On Sat, 5 Oct 2019 09:03:45 -0700 (PDT), Benoit <[email protected]> wrote:
...
> Finally, maybe you could put some of the information you gave here in the
> youtube description of the video.
Fair enough.
Below is the descriptive text for the video. I can edit it after the video is
made public, but best to be accurate in the first place.
If anyone has any recommendations, let me know. We can't answer every
question, but if someone stumbles upon this, we can provide some information
and a hyperlink for more.
--- David A. Wheeler
================================================
This is a view of the contributions to the Metamath set.mm (Metamath Proof
Explorer (MPE)) database using Gource through 2019-09-26. This view was
created by David A. Wheeler.
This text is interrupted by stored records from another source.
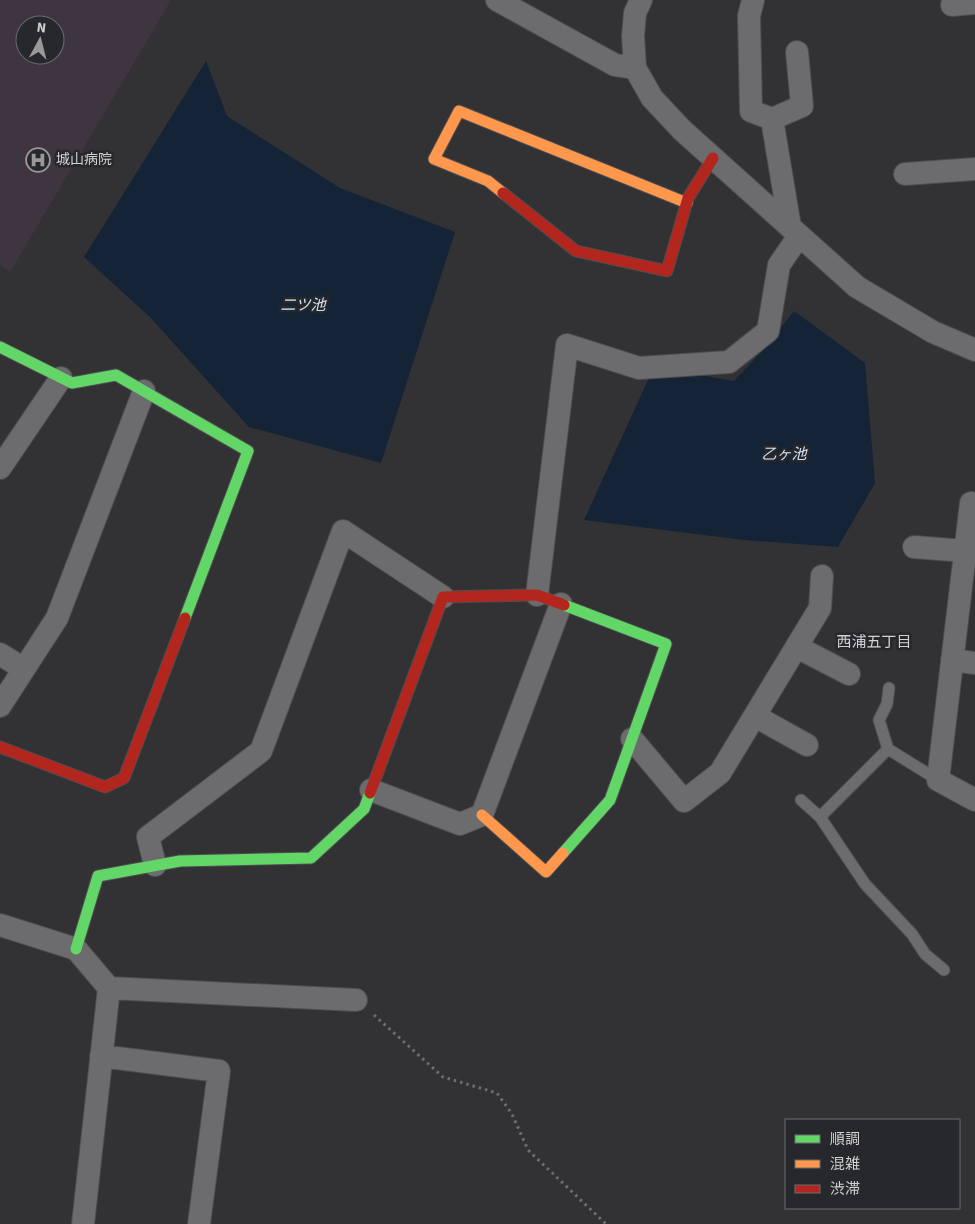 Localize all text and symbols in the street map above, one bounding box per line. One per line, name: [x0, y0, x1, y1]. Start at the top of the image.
north arrow: [15, 15, 65, 65]
text: N: [36, 18, 47, 39]
hospital icon: 城山病院: [25, 147, 51, 173]
place label: 城山病院: [56, 150, 112, 170]
water label: 二ツ池: [280, 295, 327, 316]
water label: 乙ヶ池: [761, 444, 808, 465]
district label: 西浦五丁目: [836, 632, 912, 653]
legend: [785, 1119, 960, 1209]
text: 順調: [830, 1129, 860, 1150]
text: 混雑: [830, 1154, 860, 1175]
text: 渋滞: [830, 1179, 860, 1200]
Music by audionautix.com - "Threshold" by Jason
Shaw, CC-BY-3.0 Unported. This video is released under the Creative Commons
CC-BY-3.0 Unported license.
In this visualization, contributions are shown over time (the increasing date
is shown at the top center). Tiny circles are assertions (most are proven, the
near-white ones are axioms or definitions), note that there are more and more
over time. The "flashes" from people to the assertions are initial
contributions or modifications of some kind. The major areas (each with a
different color) represent the top headings of set.mm, with branches inside the
major areas representing level 2 headings.
Unlike the Gource visualization through 2019-09-26, this visualization shows
initial contributions AND modifications, fixes some attributions, adds
captions, and has various visual improvements.
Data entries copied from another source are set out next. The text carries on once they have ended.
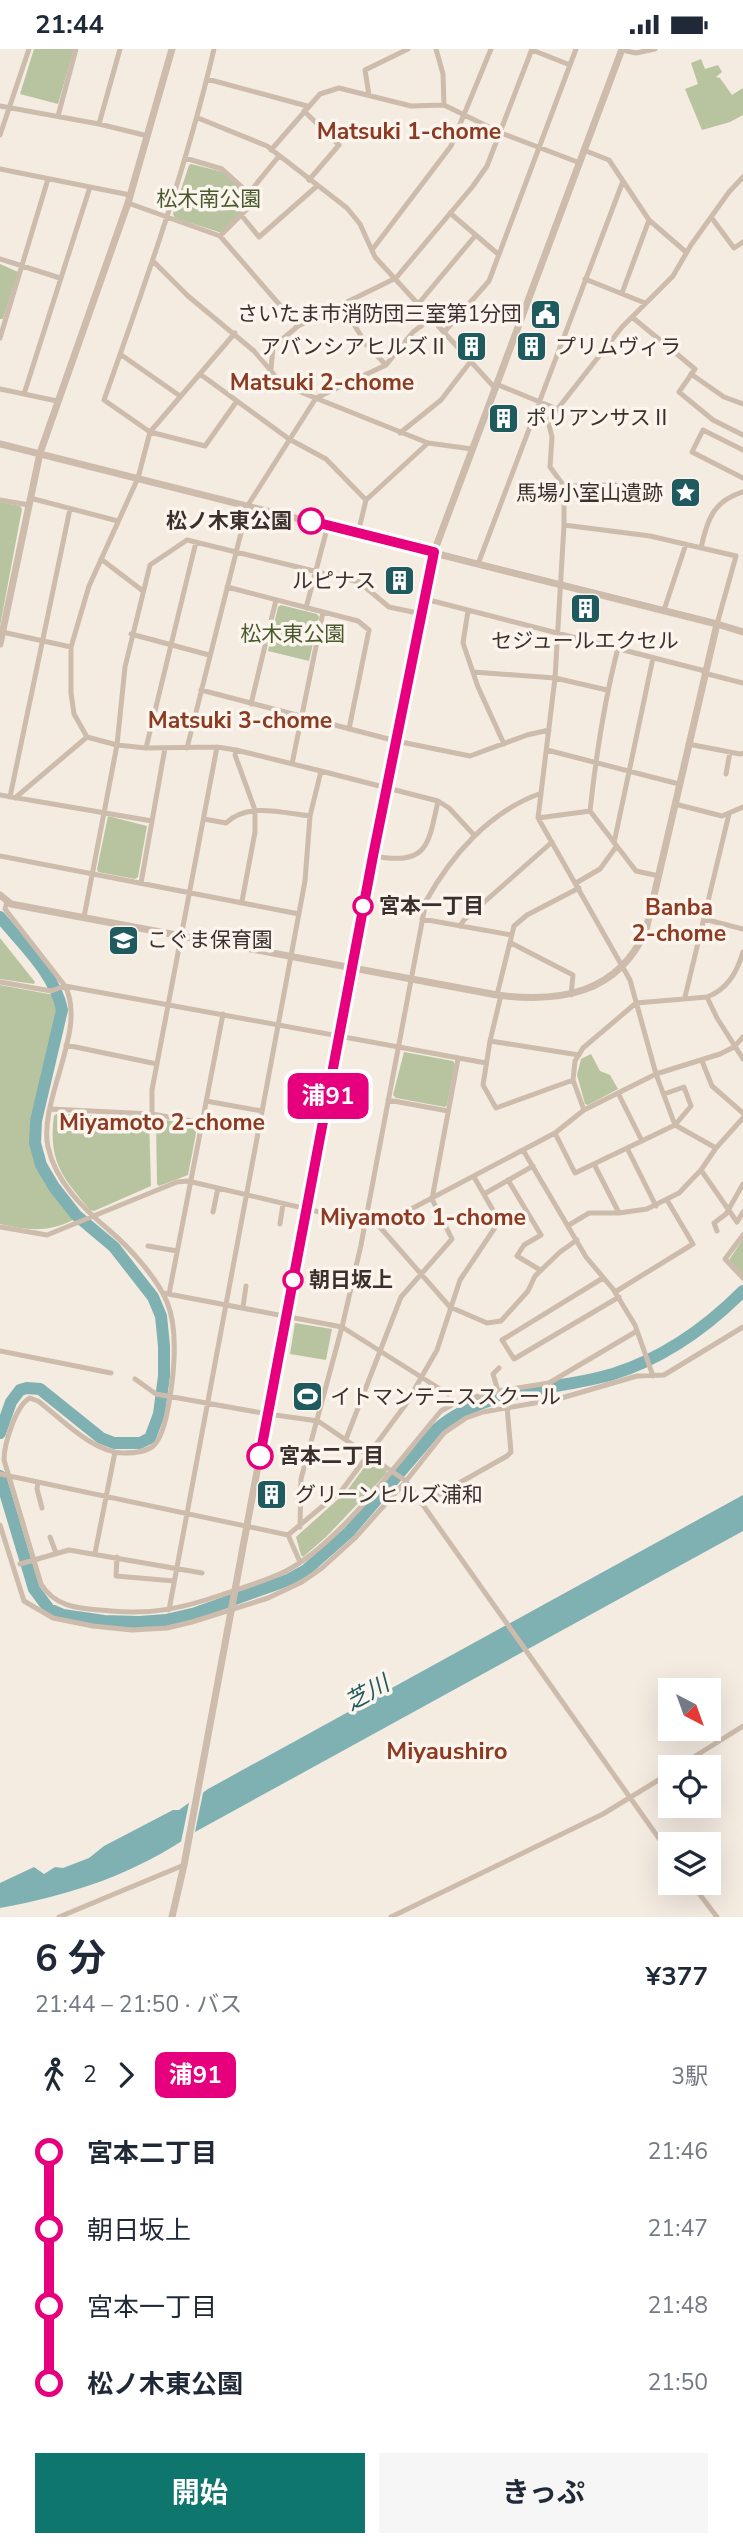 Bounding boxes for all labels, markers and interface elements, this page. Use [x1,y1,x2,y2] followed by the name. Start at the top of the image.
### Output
[35,7,104,42] text: 21:44
[317,116,501,147] district label: Matsuki 1-chome
[157,185,262,213] park label: 松木南公園
[528,297,562,331] public building icon: さいたま市消防団三室第1分団
[237,300,522,328] place label: さいたま市消防団三室第1分団
[455,330,489,364] building icon: アバンシアヒルズⅡ
[515,330,549,364] building icon: プリムヴィラ
[260,333,449,361] place label: アバンシアヒルズⅡ
[555,333,681,361] place label: プリムヴィラ
[230,367,414,398] district label: Matsuki 2-chome
[486,401,520,435] building icon: ポリアンサスⅡ
[526,404,672,432] place label: ポリアンサスⅡ
[669,476,703,510] place icon: 馬場小室山遺跡
[516,479,663,507] place label: 馬場小室山遺跡
[166,507,292,535] place label: 松ノ木東公園
[298,508,324,534] marker: 松ノ木東公園
[382,564,416,598] building icon: ルピナス
[292,567,376,595] place label: ルピナス
[568,592,602,626] building icon: セジュールエクセル
[241,620,346,648] park label: 松木東公園
[491,627,679,655] place label: セジュールエクセル
[148,705,332,736] district label: Matsuki 3-chome
[379,892,484,920] place label: 宮本一丁目
[632,892,726,949] district label: Banba 2-chome
[353,896,373,916] marker: 宮本一丁目
[107,923,141,957] school or university icon: こぐま保育園
[147,926,273,954] place label: こぐま保育園
[288,1073,368,1119] line badge: 浦91
[302,1080,354,1112] text: 浦91
[59,1107,265,1138] district label: Miyamoto 2-chome
[320,1202,526,1233] district label: Miyamoto 1-chome
[309,1266,393,1294] place label: 朝日坂上
[283,1270,303,1290] marker: 朝日坂上
[290,1380,324,1414] sports icon: イトマンテニススクール
[330,1383,561,1411] place label: イトマンテニススクール
[279,1442,384,1470] place label: 宮本二丁目
[247,1443,273,1469] marker: 宮本二丁目
[255,1478,289,1512] building icon: グリーンヒルズ浦和
[295,1481,483,1509] place label: グリーンヒルズ浦和
[339,1667,397,1718] water label: 芝川
[658,1678,721,1741] north arrow
[658,1678,721,1895] map controls
[386,1735,508,1767] district label: Miyaushiro
[658,1755,721,1818] button: locate
[658,1832,721,1895] button: layers
[35,1933,106,1984] text: 6 分
[646,1959,708,1994] text: ¥377
[35,1989,242,2020] text: 21:44 – 21:50 · バス
[35,2056,73,2094] icon: walk
[107,2056,145,2094] icon: forward
[83,2059,97,2090] text: 2
[169,2059,222,2091] text: 浦91
[671,2061,708,2092] text: 3駅
[87,2136,217,2171] text: 宮本二丁目
[648,2136,708,2167] text: 21:46
[87,2213,191,2248] text: 朝日坂上
[648,2213,708,2244] text: 21:47
[87,2290,217,2325] text: 宮本一丁目
[648,2290,708,2321] text: 21:48
[87,2367,243,2402] text: 松ノ木東公園
[648,2367,708,2398] text: 21:50
[35,2453,365,2533] button: 開始
[379,2453,708,2533] button: きっぷ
The initial "exploding" effect is likely due in part because of the over 500
theorems dated 5-Aug-1993, which is when Norman Megill first added a date stamp
to metamath.exe. Of course these were not done in one day but are the result of
off and on effort in his spare time during earlier months, before he kept track
of dates. Norman does not think it is possible to recover those missing early
dates.
The section "CLASSICAL FIRST-ORDER LOGIC WITH EQUALITY" formally defines the
logic system we use in set.mm. In particular, it defines symbols for declaring
truthful statements, along with rules for deriving truthful statements from
other truthful statements. But that's not enough; we need something to talk
*about*. The section "ZF (ZERMELO-FRAENKEL) SET THEORY" allows us to assert
properties of arbitrary mathematical objects called "sets." The section "REAL
AND COMPLEX NUMBERS" derives the basics of real and complex numbers; in it we
first construct real and complex numbers ("prove that numbers exist"),
axiomatize them, derive their basic properties, and define important operations
and subsets.
While set.mm is the largest Metamath database, there are other databases such
as iset.mm (which uses intuitionistic logic).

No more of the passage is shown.